O recorrente, Ministério, prosseguiu defendendo que o Tribunal a quo ao não aceitar o CD Rom como prova dos factos ignorou a Portaria 380/2017, de 19 de dezembro, bem como o artigo 24.º/5, alíneas a) e b) do CPTA quanto à admissibilidade de documentos que não têm suporte físico, como é o caso do CD Rom onde constavam as imagens captadas pelas Câmaras do CCTV do Estabelecimento Prisional do Linhó.
É que, prossegue, do visionamento das imagens vídeo que se pretenderam juntar resulta que o recluso H...... agiu em legítima defesa, ou seja, em resposta a uma agressão perpetrada pelo recorrido, guarda prisional, sendo evidente pelo seu simples visionamento que a pena de demissão aplicada ao autor, aqui recorrido, resulta da sua conduta ilícita.
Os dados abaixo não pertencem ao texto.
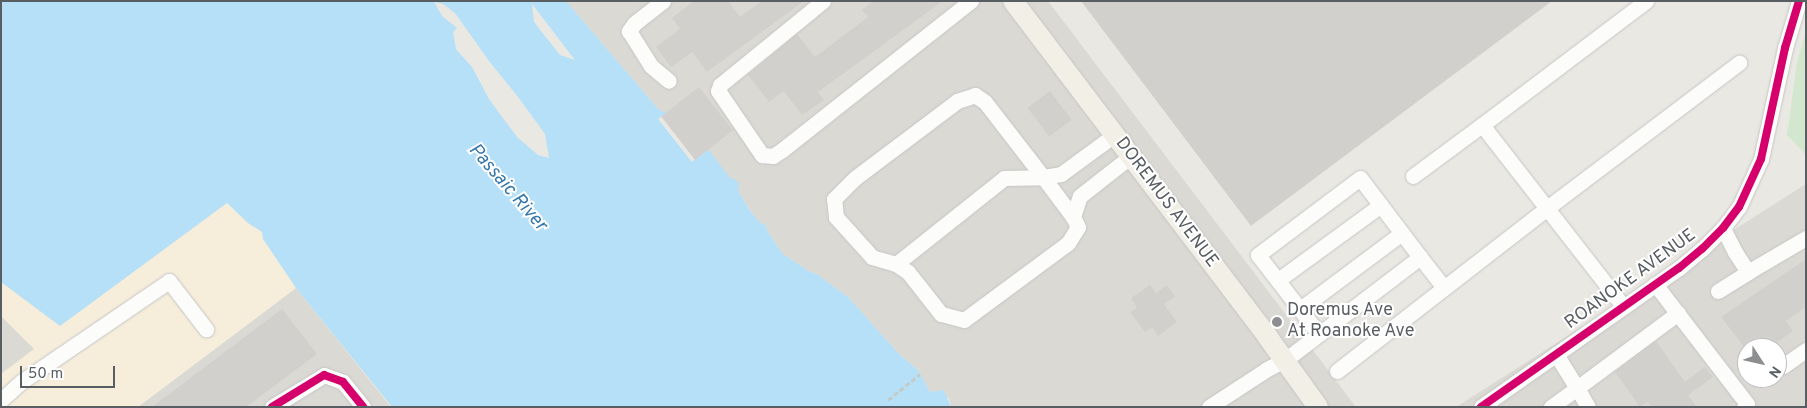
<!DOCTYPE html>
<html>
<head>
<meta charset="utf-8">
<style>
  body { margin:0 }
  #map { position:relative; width:1807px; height:408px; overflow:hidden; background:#eae8e3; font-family:Overpass,sans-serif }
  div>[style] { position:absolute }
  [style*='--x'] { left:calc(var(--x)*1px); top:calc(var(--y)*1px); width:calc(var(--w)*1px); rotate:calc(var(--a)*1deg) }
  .commercial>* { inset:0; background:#f6eddb }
  .industrial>* { inset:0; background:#dbd9d4 }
  .green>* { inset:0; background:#d2e7ce }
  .water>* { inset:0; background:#b5e0f7 }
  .pier>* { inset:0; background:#eae8e3 }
  .building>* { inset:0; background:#d2d0cd; transform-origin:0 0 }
  .path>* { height:2.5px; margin-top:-1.25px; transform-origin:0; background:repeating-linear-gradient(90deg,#c4cac7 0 5px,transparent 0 7.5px) }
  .roads { filter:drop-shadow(0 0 1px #c6c6c6) drop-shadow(0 0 1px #c6c6c6) }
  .minor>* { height:15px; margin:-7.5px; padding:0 7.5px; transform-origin:7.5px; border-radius:7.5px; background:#fcfcfb }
  .major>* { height:20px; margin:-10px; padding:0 10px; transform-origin:10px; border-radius:10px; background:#f2efe6 }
  .cycleway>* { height:8px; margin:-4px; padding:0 4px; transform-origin:4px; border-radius:4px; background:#d6006c }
  .dots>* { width:14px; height:14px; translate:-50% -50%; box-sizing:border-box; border:2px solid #fff; border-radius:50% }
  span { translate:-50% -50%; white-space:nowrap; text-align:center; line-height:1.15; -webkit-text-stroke:4px #fff; paint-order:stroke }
  .street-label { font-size:18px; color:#595e62 }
  .poi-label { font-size:18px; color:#595e62 }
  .left { translate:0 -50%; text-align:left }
  .water-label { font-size:19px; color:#3778ab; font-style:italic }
  .frame { position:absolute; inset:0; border:2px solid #595e62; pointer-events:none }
  .north { position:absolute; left:1737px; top:338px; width:50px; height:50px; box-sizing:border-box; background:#fff; border:1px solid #bdbfc0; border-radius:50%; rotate:125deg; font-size:14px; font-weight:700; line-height:20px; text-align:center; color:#595e62 }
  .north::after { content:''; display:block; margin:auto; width:18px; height:22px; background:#8c8e8f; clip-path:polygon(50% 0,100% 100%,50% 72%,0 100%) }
  .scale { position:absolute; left:20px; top:366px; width:95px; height:22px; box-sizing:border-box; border:2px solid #595e62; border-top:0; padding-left:6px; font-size:15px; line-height:18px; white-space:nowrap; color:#595e62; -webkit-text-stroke:4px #fff; paint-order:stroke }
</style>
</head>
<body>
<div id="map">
  <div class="commercial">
    <i style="clip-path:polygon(227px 203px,248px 223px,262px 232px,296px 288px,392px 407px,1px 407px,1px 282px,60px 326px)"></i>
  </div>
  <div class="industrial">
    <i style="clip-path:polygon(566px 1px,1048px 1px,1356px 407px,951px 407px,949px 398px,930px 392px,918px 370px,900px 355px,849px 298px,817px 274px,810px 272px,783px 254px,768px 232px,765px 224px,760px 224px,708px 149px,660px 111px)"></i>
    <i style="clip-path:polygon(evenodd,1806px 184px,1806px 407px,1456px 407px,1806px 184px,1747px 348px,1777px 348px,1777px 378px,1747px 378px,1747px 348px)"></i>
    <i style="clip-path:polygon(296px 288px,391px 407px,138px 407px)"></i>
    <i style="clip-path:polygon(1px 316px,34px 349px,1px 374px)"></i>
  </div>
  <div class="green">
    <i style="clip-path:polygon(1806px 32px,1806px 155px,1787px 135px,1797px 62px)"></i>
  </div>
  <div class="water">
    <i style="clip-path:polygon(1px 1px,566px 1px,660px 111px,668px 112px,708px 149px,731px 179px,735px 179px,739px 184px,738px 191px,749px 209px,760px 223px,765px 224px,768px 232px,783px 254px,810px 272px,817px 274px,849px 298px,900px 355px,918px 370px,930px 392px,944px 390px,951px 407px,392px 407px,296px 288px,263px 239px,262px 232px,248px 223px,227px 203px,60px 326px,1px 282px)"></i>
  </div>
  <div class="pier">
    <i style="clip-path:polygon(434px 2px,443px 4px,455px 13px,489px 61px,518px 97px,545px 134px,549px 158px,538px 155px,517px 137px,489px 99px,472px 67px,456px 49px,453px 32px,457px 28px,442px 16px)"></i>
    <i style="clip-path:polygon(532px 4px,575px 60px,560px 55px,534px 22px)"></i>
    <i style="clip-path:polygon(668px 112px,708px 149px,692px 162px,658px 119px)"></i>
  </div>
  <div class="building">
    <i style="clip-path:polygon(694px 1px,728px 1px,740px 17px,762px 1px,804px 1px,707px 72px,692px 52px,671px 67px,656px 47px,680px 29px,672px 18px)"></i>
    <i style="clip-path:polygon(873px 1px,943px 1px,818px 92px,824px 100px,802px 115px,784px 91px,769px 102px,748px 75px,797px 34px,815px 57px,868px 17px,862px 10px)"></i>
    <i style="clip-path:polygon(1081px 1px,1552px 1px,1251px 226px)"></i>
    <i style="left:699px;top:87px;width:55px;height:48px;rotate:52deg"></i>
    <i style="left:1050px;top:91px;width:36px;height:28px;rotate:53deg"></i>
    <i style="clip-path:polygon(1806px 259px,1806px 307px,1786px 321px,1793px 331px,1769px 348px,1745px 348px,1721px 317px)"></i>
    <i style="clip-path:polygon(1150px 285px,1156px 293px,1167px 285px,1175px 297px,1164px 304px,1177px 322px,1158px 336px,1152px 327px,1145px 332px,1130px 312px,1137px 308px,1131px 298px)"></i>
    <i style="clip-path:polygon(282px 309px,317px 354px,246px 407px,152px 407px)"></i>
    <i style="clip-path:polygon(1656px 341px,1685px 382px,1705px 367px,1713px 377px,1688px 395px,1697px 407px,1651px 407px,1648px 402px,1640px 407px,1615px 372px)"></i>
  </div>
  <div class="path">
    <i style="--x:888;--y:400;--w:41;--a:-39.1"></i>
  </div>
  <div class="roads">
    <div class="minor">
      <i style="--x:663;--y:1;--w:37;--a:142"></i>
      <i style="--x:634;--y:24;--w:9;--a:126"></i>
      <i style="--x:629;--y:31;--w:41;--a:57.8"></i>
      <i style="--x:651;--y:66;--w:23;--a:40"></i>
      <i style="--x:823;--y:1;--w:133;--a:140.8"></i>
      <i style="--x:720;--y:85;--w:6;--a:108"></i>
      <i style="--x:718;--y:91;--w:5;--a:53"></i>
      <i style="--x:721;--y:95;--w:73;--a:55.7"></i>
      <i style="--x:762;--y:155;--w:11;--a:5"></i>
      <i style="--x:773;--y:156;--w:11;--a:-34"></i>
      <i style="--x:782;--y:150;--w:241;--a:-38.3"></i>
      <i style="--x:975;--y:95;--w:12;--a:35"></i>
      <i style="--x:985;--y:102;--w:95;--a:52.3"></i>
      <i style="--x:1043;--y:177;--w:50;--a:53.1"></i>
      <i style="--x:1073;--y:217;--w:11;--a:63"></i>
      <i style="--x:1078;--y:227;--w:19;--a:122"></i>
      <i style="--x:1068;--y:243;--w:129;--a:143.5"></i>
      <i style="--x:964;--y:320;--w:24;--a:-165"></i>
      <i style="--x:941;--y:314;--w:53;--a:-128.2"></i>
      <i style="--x:908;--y:272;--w:14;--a:-146"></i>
      <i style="--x:896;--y:264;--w:25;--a:-164"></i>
      <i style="--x:872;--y:257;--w:54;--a:-132"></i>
      <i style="--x:836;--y:217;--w:18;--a:-96"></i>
      <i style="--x:834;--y:199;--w:30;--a:-45"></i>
      <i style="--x:855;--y:178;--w:128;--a:-37"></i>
      <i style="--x:957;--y:101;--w:19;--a:-18"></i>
      <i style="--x:1413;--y:176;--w:86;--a:-36.5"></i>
      <i style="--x:1073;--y:217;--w:22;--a:-72"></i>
      <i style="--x:1080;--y:196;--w:65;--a:-38.1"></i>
      <i style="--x:1420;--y:257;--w:39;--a:52"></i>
      <i style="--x:896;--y:264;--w:138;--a:-38.5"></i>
      <i style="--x:1004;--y:178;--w:39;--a:-1"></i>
      <i style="--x:1043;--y:177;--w:18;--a:-9"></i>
      <i style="--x:1061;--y:174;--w:66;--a:-36.3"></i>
      <i style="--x:1748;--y:272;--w:67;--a:-30.4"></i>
      <i style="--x:1278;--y:280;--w:127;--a:-36.1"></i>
      <i style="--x:1655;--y:284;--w:151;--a:52.5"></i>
      <i style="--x:1747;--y:404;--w:4;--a:135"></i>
      <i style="--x:1718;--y:291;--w:36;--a:-32"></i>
      <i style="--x:1748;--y:272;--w:24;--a:-123"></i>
      <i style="--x:1735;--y:252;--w:27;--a:-117"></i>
      <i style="--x:1623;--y:306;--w:229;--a:-127.9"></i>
      <i style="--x:1482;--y:125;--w:206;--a:-37.1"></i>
      <i style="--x:1300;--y:309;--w:127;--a:-36.7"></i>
      <i style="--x:1783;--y:366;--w:28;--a:-35"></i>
      <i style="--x:1337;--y:371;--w:266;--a:-37.8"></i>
      <i style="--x:1547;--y:208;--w:241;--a:-37.1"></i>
      <i style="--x:1;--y:400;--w:27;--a:-42"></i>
      <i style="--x:21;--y:382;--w:179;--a:-34.3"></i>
      <i style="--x:169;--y:281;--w:61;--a:52.4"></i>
      <i style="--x:272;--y:407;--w:61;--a:-31.6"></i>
      <i style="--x:324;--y:375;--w:20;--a:20"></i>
      <i style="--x:343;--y:382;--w:32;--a:51"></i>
      <i style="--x:1209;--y:407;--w:69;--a:-33.2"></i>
      <i style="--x:1267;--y:369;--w:20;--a:-27"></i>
      <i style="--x:1285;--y:360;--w:170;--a:-37.3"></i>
      <i style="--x:1420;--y:257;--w:99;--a:-127.2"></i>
      <i style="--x:1360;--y:178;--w:128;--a:143"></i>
      <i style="--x:1258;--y:255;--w:100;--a:52.3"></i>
      <i style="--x:1481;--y:407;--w:242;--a:-35.1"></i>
      <i style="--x:1679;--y:268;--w:30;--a:-40"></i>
      <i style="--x:1702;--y:249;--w:30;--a:-45"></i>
      <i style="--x:1723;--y:228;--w:26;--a:-53"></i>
      <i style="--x:1739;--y:207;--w:53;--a:-65.4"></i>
      <i style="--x:1761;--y:159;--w:114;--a:-77.8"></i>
      <i style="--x:1785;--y:48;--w:49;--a:-73.4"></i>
      <i style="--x:1551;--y:407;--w:32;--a:-36"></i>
      <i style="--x:1577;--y:388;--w:40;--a:-122"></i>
      <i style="--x:1588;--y:407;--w:22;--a:-120"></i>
      <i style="--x:1577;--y:388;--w:126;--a:-36.6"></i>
    </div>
    <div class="major">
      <i style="--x:1013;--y:1;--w:420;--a:52.8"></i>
      <i style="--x:1267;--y:336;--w:87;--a:54.3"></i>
    </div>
  </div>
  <div class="cycleway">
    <i style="--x:272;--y:407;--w:61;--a:-31.6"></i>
    <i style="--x:324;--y:375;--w:20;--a:20"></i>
    <i style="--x:343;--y:382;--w:32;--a:51"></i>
    <i style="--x:1481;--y:407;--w:242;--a:-35.1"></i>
    <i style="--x:1679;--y:268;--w:30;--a:-40"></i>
    <i style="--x:1702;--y:249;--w:30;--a:-45"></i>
    <i style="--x:1723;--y:228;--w:26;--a:-53"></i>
    <i style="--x:1739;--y:207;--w:53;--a:-65.4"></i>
    <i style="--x:1761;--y:159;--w:114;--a:-77.8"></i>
    <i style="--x:1785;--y:48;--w:49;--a:-73.4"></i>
  </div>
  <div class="dots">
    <i style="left:1277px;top:322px;background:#8c8e8f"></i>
  </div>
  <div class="street-label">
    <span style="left:1166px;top:203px;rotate:53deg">DOREMUS AVENUE</span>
    <span style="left:1631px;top:280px;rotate:-36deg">ROANOKE AVENUE</span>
  </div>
  <div class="poi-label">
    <span class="left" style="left:1287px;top:322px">Doremus Ave<br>At Roanoke Ave</span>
  </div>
  <div class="water-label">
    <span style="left:507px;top:188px;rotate:49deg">Passaic River</span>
  </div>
  <div class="frame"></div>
  <div class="north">N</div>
  <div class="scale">50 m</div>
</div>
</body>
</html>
Em conclusão, afirma que o Tribunal a quo não visionou as imagens juntas, omitindo-se da obrigação de as considerar e de sobre ela se pronunciar e violou o artigo 411.º do CPC a que está obrigado (princípio do inquisitório) para descobrir a verdade material.
Ao contrário, o recorrido entende que o Tribunal a quo decidiu de acordo com o direito, uma vez que foi o recorrido que desrespeitou o disposto no artigo 7.º/1, alínea b) da Portaria 380/2017, de 19 de dezembro, na redação da Portaria 267/2018, de 20 de setembro, não juntando a prova pretendida em vídeo, imagens CCTV, no formato legalmente exigido.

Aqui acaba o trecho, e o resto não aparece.